Motion equation of moving particle

[qoqosz]

Hi,
assume that motion equation of moving particle are given by:

$$\ddot{x} + \omega^2 x = \frac{f}{m} \cos ( \gamma t + \beta )$$​

the solution is of course $$x = a \cos (\omega t + \alpha) + \tfrac{f}{m(\omega^2 - \gamma^2)} \cos ( \gamma t + \beta)$$.

My question is - what exactly happens when $$\omega = \gamma$$ ?

As $$\gamma \to \omega$$ but $$\omega \not= \gamma$$ the amplitude of oscillations grows rapidly, right?
We might guess that when $$\omega = \gamma$$ aplitude is infinite! But... let's right $$x$$ as:

$$x = b \cos (\omega t + \alpha) + \frac{f}{m(\omega^2 - \gamma^2)} \left\{ \cos ( \gamma t + \beta) - \cos (\omega t + \beta) \right\}$$​

.
(b is a new const).
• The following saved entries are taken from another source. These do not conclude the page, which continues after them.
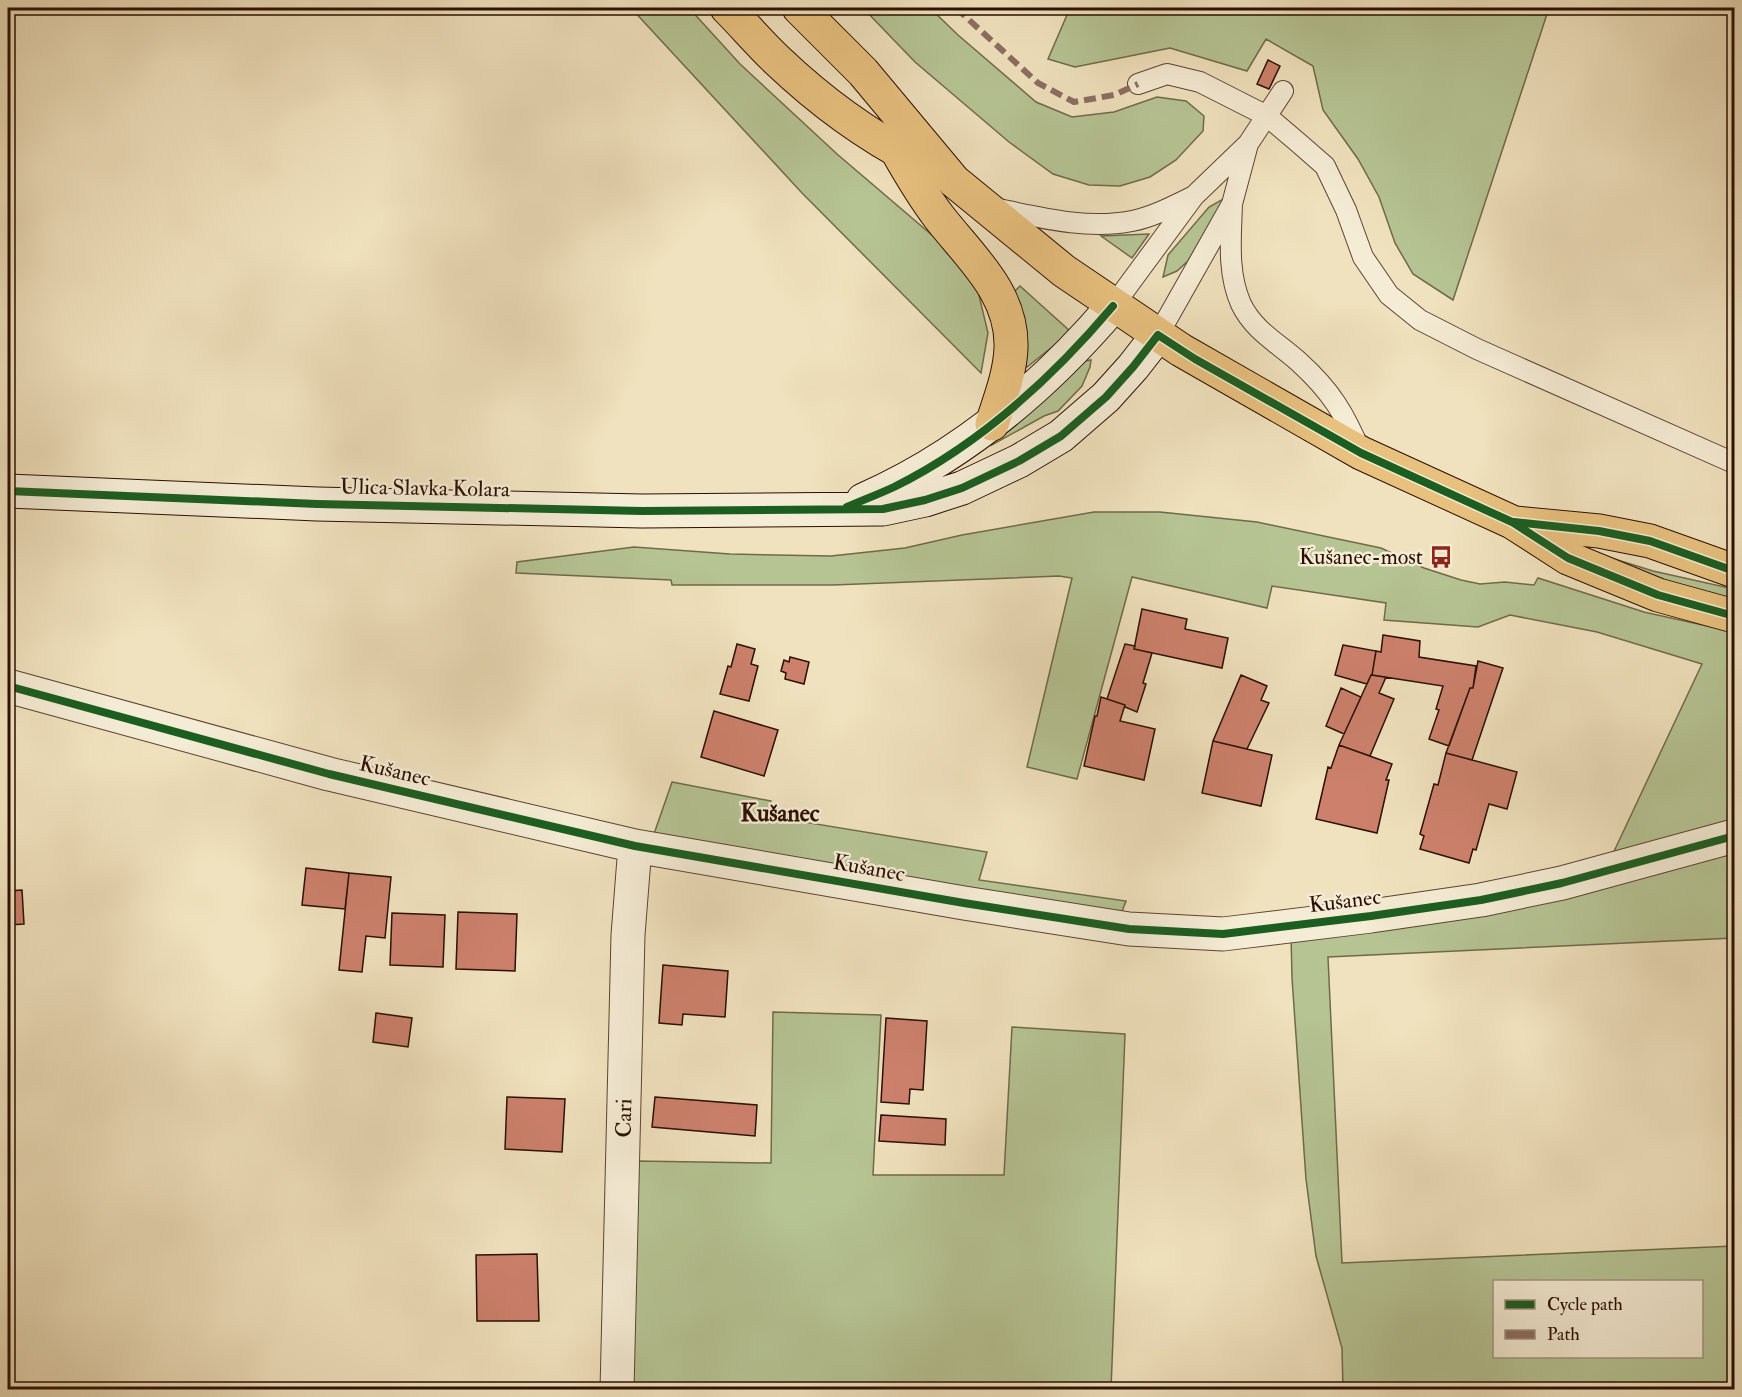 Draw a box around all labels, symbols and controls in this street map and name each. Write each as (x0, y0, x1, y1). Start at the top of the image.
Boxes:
street label: Ulica Slavka Kolara (340, 473, 511, 503)
place label: Kušanec-most (1299, 543, 1423, 571)
bus stop icon: Kušanec-most (1428, 544, 1454, 570)
street label: Kušanec (357, 749, 434, 793)
district label: Kušanec (741, 798, 820, 829)
street label: Kušanec (831, 848, 907, 888)
street label: Kušanec (1307, 883, 1383, 919)
street label: Cari (610, 1098, 638, 1138)
legend (1493, 1280, 1703, 1358)
text: Cycle path (1547, 1293, 1623, 1316)
text: Path (1547, 1323, 1580, 1346) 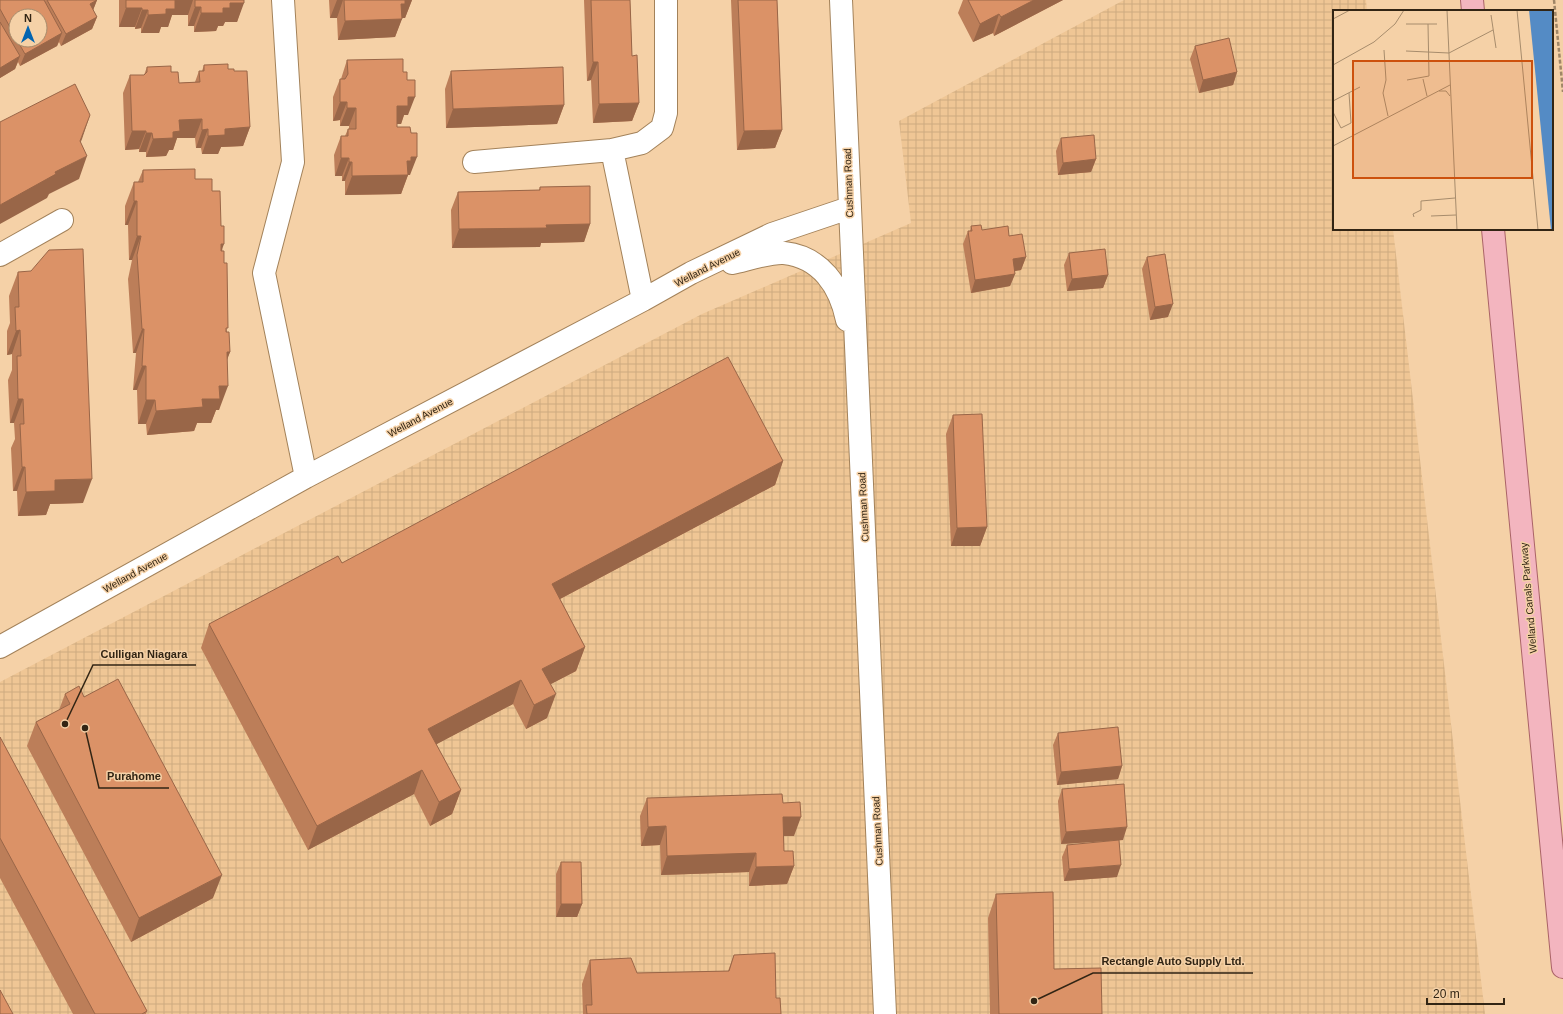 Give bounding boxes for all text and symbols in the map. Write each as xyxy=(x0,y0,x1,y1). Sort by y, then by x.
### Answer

In the second term of the sum we have $$0/0$$ symbol and using de L'Hospital rule we obtain

$$x = b \cos (\omega t + \alpha) + \frac{f}{2m \omega} t \sin (\omega t + \beta)$$​

This function grows to infinity as $$t \to \infty$$ but not so fast and it of course has a finite amplitude.

So again - what exactly happens when $$\omega = \gamma$$ ?

 

[Dale]

Why don't you try to set them equal in the original equation and solve that.

 

[qoqosz]

I did that and got solution of the form $$x = b \cos (\omega t + \alpha) + \frac{f}{2m \omega} t \sin (\omega t + \beta)$$ again.
But I still wonder why when $$\gamma \to \omega$$ the amplitude can be very very large and when $$\gamma = \omega$$ it is totally different.